日本に残してきた株を処理しようと思い、年内に売却するつもりです。おそらく売却益がで出るのですが、その場合日本非居住者はアメリカ、日本のどちらで申告をするのでしょうか?

色々調べましたら、アメリカに滞在中に売却した場合はアメリカで申告。その際には年収、SingleかMarrid 、住んでいる州に応じて Federal 15%、State4-5%。

日本に一時帰国した際に売却した場合は、日本で申告。所得税15%のみ。

上記の解釈であっていますでしょうか? その他注意する点などがありましたら教えて下さい。よろしくお願いします。

税法上の居住判定上アメリカ居住者とみなされるのであれば、売却が一時帰国中でもそうでなくても株式の譲渡益にはアメリカでのみ課税されるというのが私の理解です。なお、この場合、以前blogで書きましたが、日本側では課税されないだけでなく確定申告も不要です。

Federalでの税率は、保有期間がlong term(1年超)かshort termかで変わります。long termの場合は15%になる人が多いと思いますが、総所得の額によって0%だったり20%だったりしますし、厳密には超過累進課税なのでこれらの中間の値になることもあり得ます。また、高額所得者の場合はNet Investment Income Tax(NIIT)の3.8%が追加されることもあり得ます。short termであればordinary income扱いなので、給与や利子などと同じtax bracketの率で課税されます(NIITが加算されることもあり得ます)。

> その他注意する点などがありましたら教えて下さい。

上記blog、およびその追記でも書いていますが、アメリカでの税金計算において取得額や譲渡額をドル換算する方法やそれらの日付については多少の注意が必要かもしれません。

# 通りすがりは専門家でも、業界の人でもないので眉唾で聞いてください

「非居住者」というのには、税法上の意味と実情との意味では違いがあります。
日本に住んでないから日本非居住者、アメリカから日本に一時帰国したのでアメリカ非居住者などと単純化された話ではないです。
場合によっては両方共居住状態でのtax return/確定申告もあります(dual status)。

概ねjinmeiさんの仰る通りですが、一つ気になります。
いま原状、日本での証券口座を海外居住者がまっとうな方法で取引可能状態で維持することは出来無いと思います。住民票抜いた時点で連絡して休眠(保持継続できるけど取引不可)するか閉鎖するかの選択を迫られるはずです。もちろん保持し続けるのには様々な手がありますが、いずれの場合でも、証券会社からみたら「納税義務のある住民票保持者」です。多分法定代理人(?)立てても同じ。
したがって特定口座で確定申告をする義務が生まれるか、一般口座で源泉徴収喰らうかになります。いずれにしても日本での確定申告は必須かと思いますが如何でしょう(しないと、申告義務放棄ないしは要らぬ源泉税支払い、すなわち日米二重課税のどちらかになる)。
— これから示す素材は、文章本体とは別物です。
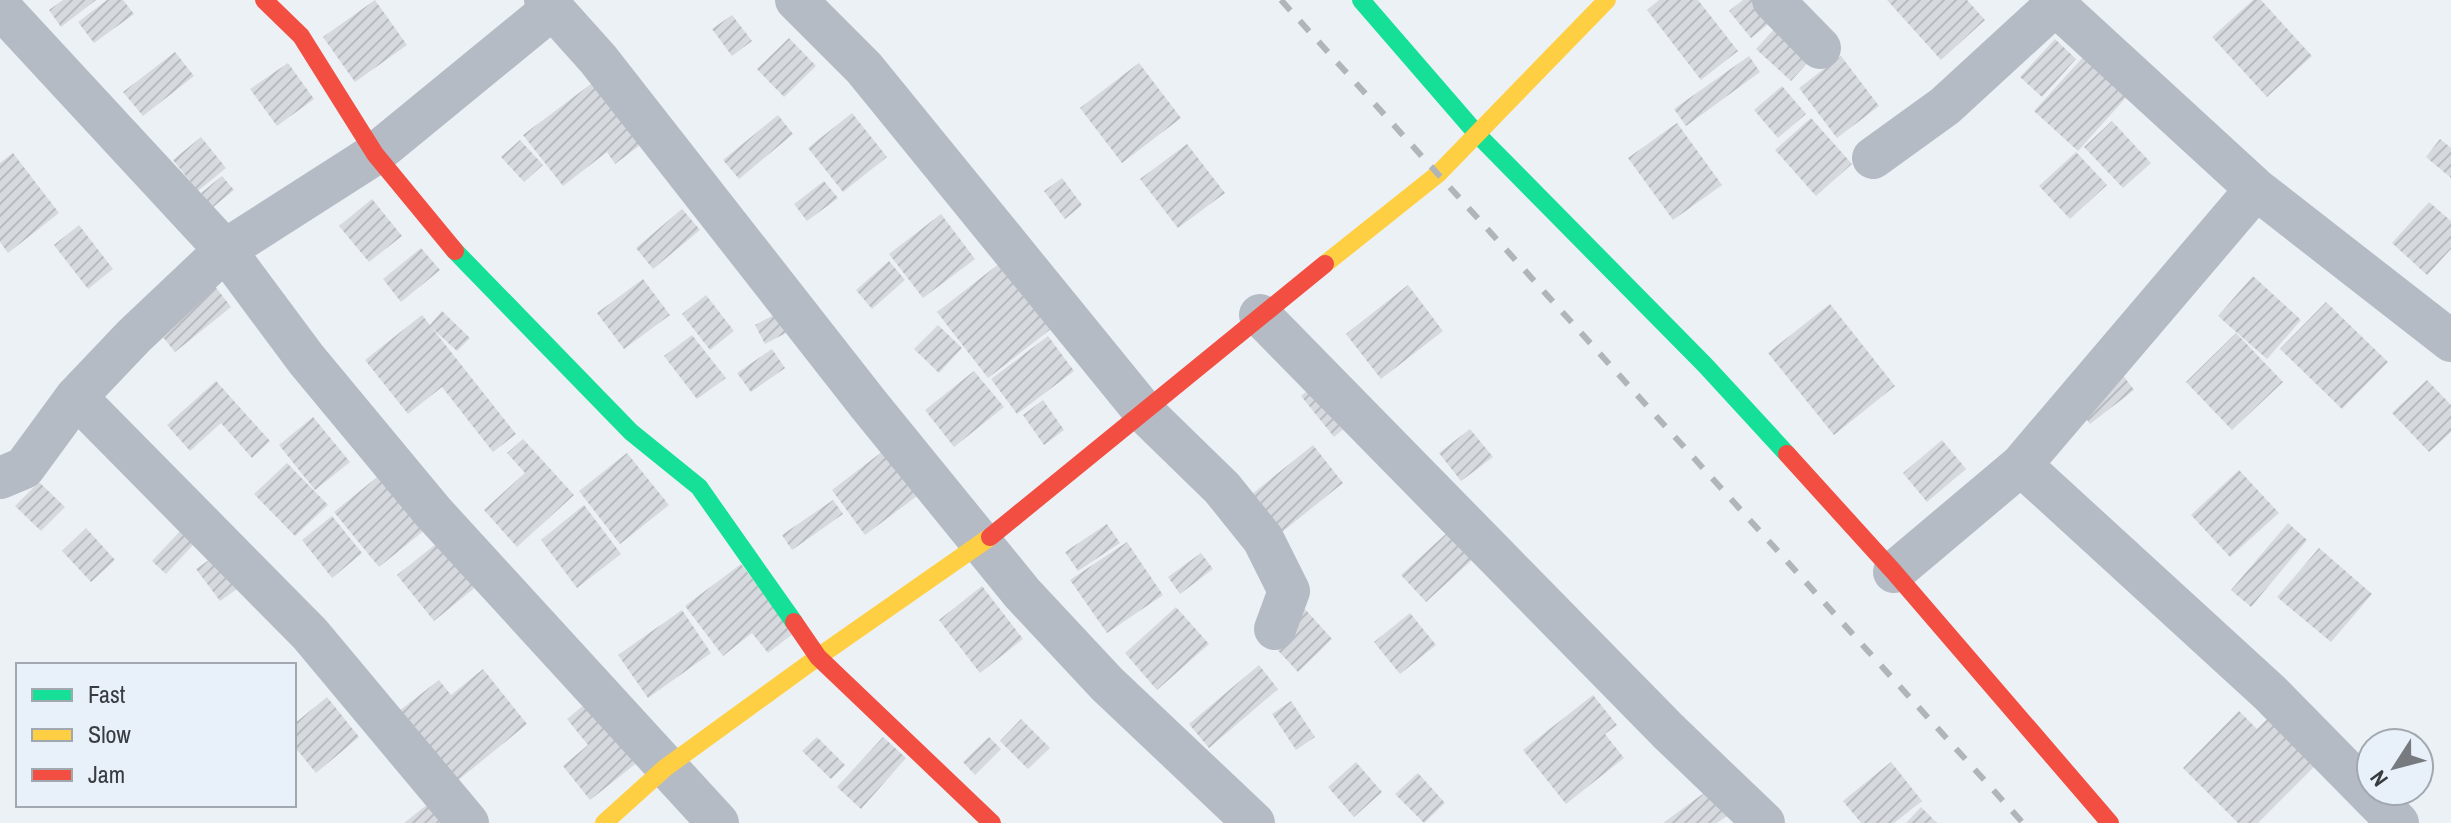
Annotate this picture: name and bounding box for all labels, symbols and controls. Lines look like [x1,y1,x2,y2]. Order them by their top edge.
legend [16,663,296,807]
text: Fast [88,678,126,710]
text: Slow [88,718,131,750]
north arrow [2355,727,2435,807]
text: Jam [88,758,125,790]
text: N [2363,765,2395,793]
ちなみに証券会社が上記のような事を強要するのは証券取引法所以です。証券取引は取引相手が居住している現地法に基づく為、海外での営業許可を持たない証券会社は該当国で取引できないからです。許可持ってりゃ出来ますが、日本の証券会社が海外進出なんて話は聞きません。

もし住民票が無い状態かつ証券会社に正しく報告してる状態で取引可能な口座を認めてるところで保有してる場合はこの話は無視してください。そして通りすがりにこっそりその証券会社名を教えて下さい(笑

基本的に上のお二方が書かれた事は正しいと思いますが細かい点は不明ですね。

<日本側>
一般口座や特定口座・源泉徴収なしで取引して確定申告しなかった場合に、
日本の税務署から連絡が来る可能性があるが、その時「非居住者なので非課税」と主張したらどうなるのか。

日本の地方税についても、住民票を抜いているので非課税となるのか。

<米国側>
米国確定申告において外国税額控除は使用可能か(Form 1099が出ないから無理?)。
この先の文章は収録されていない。